Software & Process Components
The same concept Components is used for the software and process model.
There are a few basic settings for components (No. 1): Is Active defines whether the component is activated, Is Third Party Component can be used to visualize that it is provided by a third party supplier, and Is Initially Added defines whether the component is added to the diagram of a newly created software/process stack.
It is possible to define the target types (No. 2). For example, if the target type is set to device only, the component will not be added to the software model of apps.
The intention of components is as follows:
- Threats to components should be driven by a questionnaire
- Answering a question (currently only yes or no) sets a property to true or false
- Properties can be evaluated by the threat engine and generate threats based on their value
This leads to the following sequence:
- Users answer a question with yes or no
- Configured property gets set to true or false
- Configured threat rule checks whether its restrictions are fulfilled
- An attack scenario is generated
The first three steps need to be configured. This can be done in one step using the wizard (No. 3).

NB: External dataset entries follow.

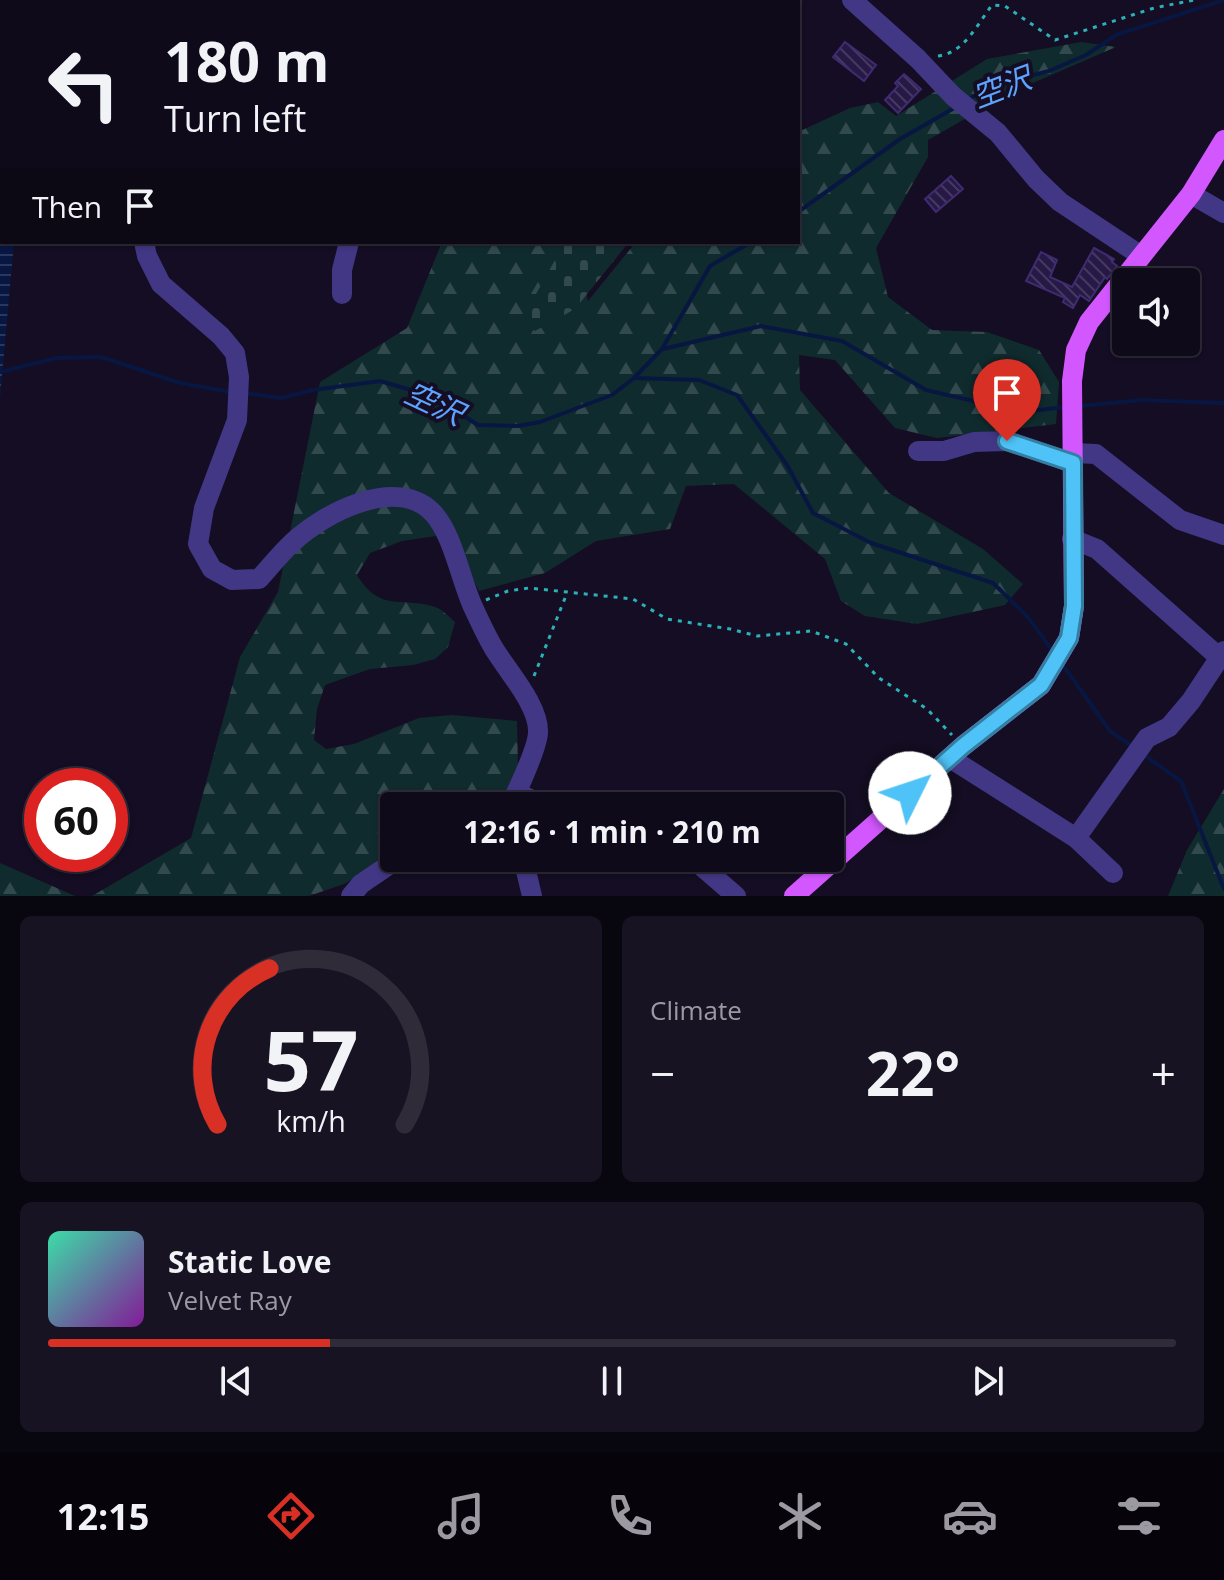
<!DOCTYPE html>
<html lang="en">
<head>
<meta charset="utf-8">
<style>
	:root { --surface:#0f0a1a; --page:#181323; --text:#f1f3f6; --muted:#9b9aa2; --line:#2f2b39; --accent:#d93025 }
	body { margin:0; font-family:"Open Sans","Noto Sans JP",sans-serif; background:var(--page); color:var(--text); height:100vh; display:flex; flex-direction:column; font-size:30px; white-space:nowrap }
	* { box-sizing:border-box; margin:0 }
	p { font-size:26px; color:var(--muted) }
	.icon { flex:none; width:44px; height:44px; fill:none; stroke:currentColor; stroke-width:2; stroke-linecap:round; stroke-linejoin:round }
	.map { position:relative; height:896px; overflow:hidden }
	.side { display:flex; flex-direction:column; gap:20px; padding:20px; background:#08060e; flex:1 }
	.side>* { flex:none }
	.top-card { position:absolute; left:0px; top:0px; width:800px; height:244px; box-shadow:0 2px 6px #0004,0 0 0 2px var(--line); background:#0f0a1a; color:var(--text); overflow:hidden }
	.controls { position:absolute; left:1112px; top:268px; display:grid; gap:16px }
	.controls a { display:grid; place-items:center; width:88px; height:88px; border-radius:8px; background:var(--surface); box-shadow:0 2px 6px #0004,0 0 0 2px var(--line); font-size:40px }
	.speed { position:absolute; left:24px; top:768px; display:flex; gap:16px; font-size:40px; font-weight:700; text-align:center }
	.speed>* { display:grid; place-content:center; width:104px; height:104px; border-radius:50%; background:var(--surface); box-shadow:0 2px 6px #0004,0 0 0 2px var(--line); line-height:1 }
	.speed .limit { border:12px solid #d22; background:#fff; color:#111 }
	.pin { position:absolute; display:grid; place-items:center; width:68px; height:68px; color:#fff; margin:-82px -34px; border-radius:50% 50% 50% 0; rotate:-45deg; box-shadow:0 0 8px #0007 }
	.pin .icon { rotate:45deg }
	.me { position:absolute; width:88px; margin:-44px; rotate:49deg; stroke-linejoin:round; filter:drop-shadow(0 0 6px #0008) }
	.turn { display:flex; align-items:center; gap:28px; height:168px; padding:0 32px; font-size:36px }
	.turn .icon { width:104px; height:104px; stroke-width:2.5 }
	.turn b { display:block; font-size:56px; line-height:68px }
	.then { display:flex; align-items:center; height:76px; padding:0 32px; background:#0003; gap:16px; font-size:30px }
	.big { font-size:60px; font-weight:700; line-height:1.1 }
	.side .widget { flex:1; display:flex; flex-direction:column; justify-content:center; gap:12px; min-width:0; padding:0 28px; border-radius:12px; background:var(--page) }
	.side .dial { align-items:center; gap:0 }
	.dial svg { height:208px; overflow:visible; fill:none; stroke:var(--line); stroke-width:7; stroke-linecap:round; text-anchor:middle }
	.dial text { fill:var(--text); stroke:none }
	.song { display:flex; align-items:center; gap:24px }
	.cover { width:96px; height:96px; border-radius:12px; background:linear-gradient(135deg,hsl(160 70% 55%),hsl(290 70% 35%)) }
	.played { height:8px; border-radius:4px; background:linear-gradient(90deg,var(--accent) 25%,var(--line) 25%) }
	.keys { display:flex; justify-content:space-around; direction:ltr }
	.heat { display:flex; justify-content:space-between; align-items:center; font-size:44px; direction:ltr }
	.side .tiles { flex:1; display:grid; gap:20px; grid-template-columns:1fr 1fr }
	.widget:last-child { grid-column:span 2 }
	.trip { position:absolute; left:380px; top:792px; width:464px; height:80px; border-radius:8px; background:var(--surface); box-shadow:0 2px 6px #0004,0 0 0 2px var(--line); font-weight:700; line-height:80px; text-align:center }
	.tab-bar { display:flex; height:128px; justify-content:space-around; align-items:center; background:#06040a; color:var(--muted) }
	.tab-bar .icon { width:56px; height:56px }
	.tab-bar .selected { color:var(--accent) }
	.tab-bar b { font-size:36px; color:var(--text) }
	.map>svg:first-child { display:block }
	.forest { fill:url(#forest-firs) }
	.cemetery { fill:url(#cemetery-stones) }
	.water { fill:url(#water-rules) }
	.lines { fill:none; stroke-linecap:round; stroke-linejoin:round }
	.stream { stroke:#081742; stroke-width:4 }
	.building { fill:url(#building-back-hatch); stroke:#402a71; stroke-width:2 }
	.path { stroke:#2bb1b8; stroke-width:3; stroke-dasharray:4 6; stroke-linecap:butt }
	.minor { stroke:#423784; stroke-width:20 }
	.major { stroke:#d257ff; stroke-width:20 }
	.route-casing { stroke:#337fa1; stroke-width:20 }
	.route { stroke:#4fc3f7; stroke-width:14 }
	.labels { text-anchor:middle; stroke-width:8; stroke-linejoin:round; paint-order:stroke }
	.water-label { font-size:30px; font-style:italic; fill:#5ea3ff; stroke:#140d23 }
</style>
</head>
<body>
<div class="map">
<svg width="1224" height="896" viewBox="0 0 1224 896">
	<defs>
		<pattern id="forest-firs" width="22" height="20" patternUnits="userSpaceOnUse" patternTransform="scale(2)"><rect width="22" height="20" fill="#102b2e"/><path d="M5 1l3.5 6h-7zM16 11l3.5 6h-7z" fill="#32494d"/></pattern>
		<pattern id="cemetery-stones" width="16" height="16" patternUnits="userSpaceOnUse" patternTransform="scale(2)"><rect width="16" height="16" fill="#102b2e"/><path d="M2 7V4a2 2 0 0 1 4 0v3zM10 15v-3a2 2 0 0 1 4 0v3z" fill="#32494d"/></pattern>
		<pattern id="water-rules" width="6" height="5" patternUnits="userSpaceOnUse" patternTransform="scale(2)"><rect width="6" height="5" fill="#081742"/><path d="M0 2.5h6" fill="none" stroke="#2b385e"/></pattern>
		<pattern id="building-back-hatch" width="6" height="6" patternUnits="userSpaceOnUse" patternTransform="scale(2)"><rect width="6" height="6" fill="#271945"/><path d="M-1 5l2 2M0 0l6 6M5-1l2 2" fill="none" stroke="#463961"/></pattern>
	</defs>
	<rect width="100%" height="100%" fill="#140d23"/>
	<g class="forest">
		<path d="M1081,42l35,5 -104,45 -84,48v17l-52,91 12,49 44,33 55,2 52,18 20,32 -3,42 -119,14 -42,-10 -60,-68 -36,-5 1,35 89,103 94,56 40,35 -18,21 -88,19 -52,-8 -24,-15 -16,-42 -91,-75 -48,2 -16,43 -74,12 -51,32 -66,18 -29,-57 -48,7 -32,12 -13,22c23,38 43,21 78,32 7,2 14,10 20,15l-7,25 -13,12 -22,6 -43,4 -45,16 -8,24 -3,31 12,9 28,-5 65,-26 33,-3 65,6 1,49 -17,33 -6,3h-101v40l-34,29 -16,9 -35,12h-217l99,-58 49,-181 38,-65 42,-210 87,-54 35,-86h137l-2,6 11,53 48,-59h162v-110l52,-24 28,-6 18,14 91,-57z"/>
		<path d="M1224,789v107h-56l19,-46z"/>
		<path d="M0,863l75,33h-75z"/>
	</g>
	<path class="cemetery" d="M565,242h64l-54,67 -40,22 -14,-10z"/>
	<path class="water" d="M0,0h69l-67,2v240h12l-14,155z"/>
	<g class="lines">
		<g class="stream">
			<path d="M967,100l25,-14 57,-15 37,-16 30,-20 108,-35"/>
			<path d="M798,212l102,-73 56,-32"/>
			<path d="M663,349l98,-23 81,15 84,49 95,22 45,-5"/>
			<path d="M0,372l56,-14 45,-1 79,26 51,9"/>
			<path d="M634,378l65,2 38,15 50,70 26,48 58,30 122,40 34,33 25,34"/>
			<path d="M244,393l37,5 32,-8 67,-9 52,15 46,29 40,1 22,-4 72,-27 22,-17 28,-29 48,-83 41,-24"/>
			<path d="M1079,406l64,-6 81,3"/>
			<path d="M1062,664l48,67 23,16"/>
			<path d="M1144,755l37,26 43,108"/>
		</g>
	</g>
	<g class="building">
		<path d="M845,42l31,23 -12,16 -31,-24z"/>
		<path d="M904,74l17,15 -23,24 -13,-13 13,-14 -3,-3z"/>
		<path d="M951,176l12,13 -27,23 -11,-13z"/>
		<path d="M1094,248l20,11 -2,3 5,4 -10,13 -2,-2 -16,24 -9,-6 -7,13 -10,-6 2,-4 -39,-17 15,-29 16,8 -7,17 22,10z"/>
	</g>
	<g class="lines">
		<g class="path">
			<path d="M938,56c26,-3 39,-31 54,-51l13,1 50,34 99,-32 40,-8"/>
			<path d="M486,600l22,-9 21,-3 104,11 34,20 63,10 27,7 54,-5 35,13 33,34 48,31 25,26"/>
			<path d="M534,676l33,-83"/>
		</g>
		<g class="minor">
			<path d="M852,0l66,59 35,37 45,37 38,46 24,23 80,53"/>
			<path d="M203,2l1,-2"/>
			<path d="M412,2v-2"/>
			<path d="M534,2l2,-2"/>
			<path d="M1191,194l33,19"/>
			<path d="M144,242l3,14 14,28 60,52 14,17 4,24 -2,43 -33,88 -6,36 14,25 20,11 27,-1c11,-12 21,-25 33,-36 31,-30 106,-69 142,-29 20,23 27,68 40,95 6,13 12,26 19,38 14,24 46,58 45,85 0,16 -21,59 -28,74"/>
			<path d="M342,294v-24l7,-28"/>
			<path d="M918,451h26l30,-9 33,-1 66,22"/>
			<path d="M1073,453l23,1 84,66 44,15"/>
			<path d="M1072,539l25,10 123,109"/>
			<path d="M950,758l126,80 37,35"/>
			<path d="M517,792l26,14"/>
			<path d="M1076,838l71,-100 22,-11 22,-26 33,-50"/>
			<path d="M523,858l9,38"/>
			<path d="M692,858l44,38"/>
			<path d="M351,896l10,-12 38,-26"/>
		</g>
		<path class="major" d="M794,896l169,-150 78,-61 28,-47 5,-32 -2,-225 4,-31 13,-28 102,-128 33,-54"/>
	</g>
	<g class="lines">
		<defs>
			<path id="route" d="M910,793l53,-47 78,-61 28,-47 5,-32 -1,-143 -66,-22"/>
		</defs>
		<use href="#route" class="route-casing"/>
		<use href="#route" class="route"/>
	</g>
	<g class="labels">
		<g class="water-label">
			<text transform="translate(1002 88) rotate(-21)" y="10">空沢</text>
			<text transform="translate(434 404) rotate(25)" y="10">空沢</text>
		</g>
	</g>
</svg>
<div class="controls">
<a><svg class="icon" aria-label="sound" viewBox="0 0 24 24"><path d="M4 9h4l5-4v14l-5-4H4zM17 9q2 3 0 6"/></svg></a>
</div>
<div class="speed"><div class="limit">60</div></div>
<div class="pin" style="left:1007px;top:441px;background:#d93025"><svg class="icon" aria-label="arrive" viewBox="0 0 24 24"><path d="M6 21V4h12l-3 4 3 4H6"/></svg></div>
<svg class="me" style="left:910px;top:793px" viewBox="-20 -20 40 40"><circle r="19" fill="#fff"/><path d="M0-13L10 11 0 6-10 11z" fill="#4fc3f7"/></svg>
<div class="trip">12:16 · 1 min · 210 m</div>
<div class="top-card">
<div class="turn"><svg class="icon" aria-label="left" viewBox="0 0 24 24"><path d="M17 20v-9H6M10 6l-5 5 5 5"/></svg><div><b>180 m</b>Turn left</div></div>
<div class="then">Then<svg class="icon" aria-label="arrive" viewBox="0 0 24 24"><path d="M6 21V4h12l-3 4 3 4H6"/></svg></div>
</div>
</div>
<section class="side">
<div class="tiles">
<div class="widget dial"><svg viewBox="0 0 100 80">
<path d="M14 69A42 42 0 1 1 86 69"/>
<path d="M14 69A42 42 0 0 1 34 9" stroke="#d93025"/>
<text x="50" y="56" font-size="32" font-weight="700">57</text>
<text x="50" y="72" font-size="11">km/h</text>
</svg></div>
<div class="widget"><p>Climate</p>
<div class="heat"><a>−</a><b class="big">22°</b><a>+</a></div>
</div>
<div class="widget">
<div class="song"><i class="cover"></i><div><b>Static Love</b><p>Velvet Ray</p></div></div>
<div class="played"></div>
<div class="keys"><svg class="icon" aria-label="previous" viewBox="0 0 24 24"><path d="M18 5L8 12l10 7zM5 5v14"/></svg><svg class="icon" aria-label="pause" viewBox="0 0 24 24"><path d="M8 5v14M16 5v14"/></svg><svg class="icon" aria-label="next" viewBox="0 0 24 24"><path d="M6 5l10 7-10 7zM19 5v14"/></svg></div>
</div>
</div>
</section>
<nav class="tab-bar">
<b>12:15</b>
<svg class="icon selected" aria-label="directions" viewBox="0 0 24 24"><path d="M12 3l9 9-9 9-9-9zM9 14v-3h6M13 9l2 2-2 2"/></svg>
<svg class="icon" aria-label="music" viewBox="0 0 24 24"><path d="M9 18V5l10-2v13"/><circle cx="6" cy="18" r="3"/><circle cx="16" cy="16" r="3"/></svg>
<svg class="icon" aria-label="phone" viewBox="0 0 24 24"><path d="M5 4h4l2 5-3 2q2 4 5 5l2-3 5 2v4C11 20 4 13 5 4z"/></svg>
<svg class="icon" aria-label="climate" viewBox="0 0 24 24"><path d="M12 3v18M4 7l16 10M4 17L20 7"/></svg>
<svg class="icon" aria-label="car" viewBox="0 0 24 24"><path d="M5 17H2v-5l4-1 3-4h7l3 4 3 1v5h-3M9 17h6M6 11h13"/><circle cx="7" cy="17" r="2"/><circle cx="17" cy="17" r="2"/></svg>
<svg class="icon" aria-label="filters" viewBox="0 0 24 24"><path d="M4 7h16M4 17h16"/><circle cx="9" cy="7" r="2"/><circle cx="15" cy="17" r="2"/></svg>
</nav>
</body>
</html>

The image above shows exemplary a property. In general, properties can have different types (No. 4). However, at the moment only properties of the type Check Box can be used in threat questions.
Wizard
The image below shows the wizard. The fields Threat, Property and Question are self-explanatory. The upper checkbox defines when a threat is generated. An unticked box means when the property is set to false and a ticked box means true. The lower checkbox defines what happens when users click on Yes.
Threat Question
Threat questions are briefly named, provide a precise question, and include a useful description (shown as tooltip in the questionnaire). It needs to be defined which property is associated with the question. This property gets changed depending on the user's answer. It is possible to define restrictions when a question is shown to users. For example, it makes not much sense to ask users whether there is a roll-back protection if an update is not even possible. At the bottom are the changes per option which define what happens when a user selects them.
Threat Rule
The configuration of the threat rule is the same as for stencils and flow diagrams (see Threat Rules).